AVOCADO SEED BIOPLASTIC

Material exploration using food waste to create bioplastics

2020 | Academic | Independent project

AWARDS Pratt Material Lab Prize, Third Place, August 2020

PUBLICATIONS | FEATURES Pratt Students Convert Everyday Waste into Viable Products and MaterialsMetropolis Magazine, September 2020 Avocado Pit BioplasticMateriom, February 2020 ”Avocado Pit CompositeMateriom, February 2020

This material driven project explores how avocado pits can be transformed from food waste into bioplastics. Discarded pits typically end up in landfills, where their slow decomposition releases methane. The work develops and tests methods for stabilizing and casting avocado-based bioplastics, documenting how changes in recipe affect flexibility, translucency, strength, and surface finish.
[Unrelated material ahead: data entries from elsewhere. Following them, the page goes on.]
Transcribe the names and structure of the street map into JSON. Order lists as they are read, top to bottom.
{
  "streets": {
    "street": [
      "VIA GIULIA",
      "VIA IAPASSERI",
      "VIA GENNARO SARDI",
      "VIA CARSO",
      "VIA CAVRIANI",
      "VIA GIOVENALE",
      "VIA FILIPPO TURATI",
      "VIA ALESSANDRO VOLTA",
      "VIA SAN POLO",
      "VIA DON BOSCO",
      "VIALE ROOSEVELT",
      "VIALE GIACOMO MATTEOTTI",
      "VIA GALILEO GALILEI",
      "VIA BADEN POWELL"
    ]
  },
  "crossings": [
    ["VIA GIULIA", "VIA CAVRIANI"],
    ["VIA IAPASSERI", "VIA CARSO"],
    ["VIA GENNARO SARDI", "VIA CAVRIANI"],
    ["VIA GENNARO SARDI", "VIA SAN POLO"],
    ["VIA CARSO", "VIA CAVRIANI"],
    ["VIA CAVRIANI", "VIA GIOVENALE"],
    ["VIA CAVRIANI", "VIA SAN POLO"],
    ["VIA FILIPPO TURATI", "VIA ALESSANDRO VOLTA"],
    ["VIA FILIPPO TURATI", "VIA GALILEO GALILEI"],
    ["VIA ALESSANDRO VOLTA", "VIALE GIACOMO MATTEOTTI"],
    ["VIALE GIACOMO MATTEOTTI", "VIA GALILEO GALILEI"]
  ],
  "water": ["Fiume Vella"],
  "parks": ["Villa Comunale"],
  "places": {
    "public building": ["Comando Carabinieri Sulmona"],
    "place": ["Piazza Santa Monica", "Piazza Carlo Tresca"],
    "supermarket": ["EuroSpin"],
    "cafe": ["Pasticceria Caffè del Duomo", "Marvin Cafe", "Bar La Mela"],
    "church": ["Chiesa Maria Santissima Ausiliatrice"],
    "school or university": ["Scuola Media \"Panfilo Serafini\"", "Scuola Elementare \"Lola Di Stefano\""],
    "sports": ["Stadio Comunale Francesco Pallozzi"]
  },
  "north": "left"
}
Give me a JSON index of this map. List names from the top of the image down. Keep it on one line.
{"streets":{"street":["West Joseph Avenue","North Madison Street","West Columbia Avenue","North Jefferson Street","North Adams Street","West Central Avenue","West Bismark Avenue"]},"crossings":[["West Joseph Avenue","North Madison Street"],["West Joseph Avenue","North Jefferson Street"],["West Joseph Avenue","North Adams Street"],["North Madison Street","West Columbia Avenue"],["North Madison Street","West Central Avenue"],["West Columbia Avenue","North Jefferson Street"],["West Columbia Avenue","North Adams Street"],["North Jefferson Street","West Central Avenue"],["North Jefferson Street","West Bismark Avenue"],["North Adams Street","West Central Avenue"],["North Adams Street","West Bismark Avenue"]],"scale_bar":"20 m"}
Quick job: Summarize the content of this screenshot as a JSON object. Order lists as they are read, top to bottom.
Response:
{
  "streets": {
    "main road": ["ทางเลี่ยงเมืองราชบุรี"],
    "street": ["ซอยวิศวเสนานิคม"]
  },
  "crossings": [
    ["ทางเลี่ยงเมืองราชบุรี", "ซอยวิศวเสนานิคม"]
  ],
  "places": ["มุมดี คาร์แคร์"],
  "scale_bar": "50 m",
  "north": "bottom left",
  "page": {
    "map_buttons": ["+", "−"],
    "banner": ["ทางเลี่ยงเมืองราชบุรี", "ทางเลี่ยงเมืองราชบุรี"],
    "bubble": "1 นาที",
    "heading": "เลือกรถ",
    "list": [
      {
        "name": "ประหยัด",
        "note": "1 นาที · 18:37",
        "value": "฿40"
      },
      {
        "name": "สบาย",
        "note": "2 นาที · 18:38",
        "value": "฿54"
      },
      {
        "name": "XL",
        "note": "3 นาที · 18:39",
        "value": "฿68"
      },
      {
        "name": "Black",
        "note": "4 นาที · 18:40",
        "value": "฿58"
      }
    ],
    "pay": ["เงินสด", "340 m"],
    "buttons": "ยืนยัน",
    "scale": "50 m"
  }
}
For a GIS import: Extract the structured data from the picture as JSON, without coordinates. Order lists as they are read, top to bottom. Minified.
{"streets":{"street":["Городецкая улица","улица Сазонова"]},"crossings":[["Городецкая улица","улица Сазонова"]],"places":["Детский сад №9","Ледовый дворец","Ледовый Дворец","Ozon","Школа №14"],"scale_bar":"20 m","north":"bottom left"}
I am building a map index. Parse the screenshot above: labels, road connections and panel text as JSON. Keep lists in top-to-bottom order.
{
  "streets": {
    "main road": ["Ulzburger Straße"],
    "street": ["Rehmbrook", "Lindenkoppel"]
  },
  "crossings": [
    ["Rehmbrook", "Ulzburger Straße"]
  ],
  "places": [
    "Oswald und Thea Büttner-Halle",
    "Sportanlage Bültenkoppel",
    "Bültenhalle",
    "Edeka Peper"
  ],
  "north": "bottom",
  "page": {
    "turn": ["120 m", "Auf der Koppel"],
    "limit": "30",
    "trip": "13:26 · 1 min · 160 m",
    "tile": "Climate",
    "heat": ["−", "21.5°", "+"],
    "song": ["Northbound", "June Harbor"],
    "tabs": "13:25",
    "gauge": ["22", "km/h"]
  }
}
ROLE Concept Development, Material Research, Formulation Testing, Prototyping, Performance Testing

Photography by Julia Brière

The recipes and samples function as an open material library that connects food waste to circular production. Published open source on Materiom, the recipes have since been adapted by others into new iterations and used as an educational tool for teaching sustainable material development.

01 MATERIAL RESEARCH

Step 1 | Thermal Treatment Bake whole pits at 200°F for two hours to remove moisture and sterilize.

Step 2 | Granulation Break down pits into coarse fragments using a blender.

Step 3 | Refinement Re-bake and mill again to create fine powder with consistent particle size.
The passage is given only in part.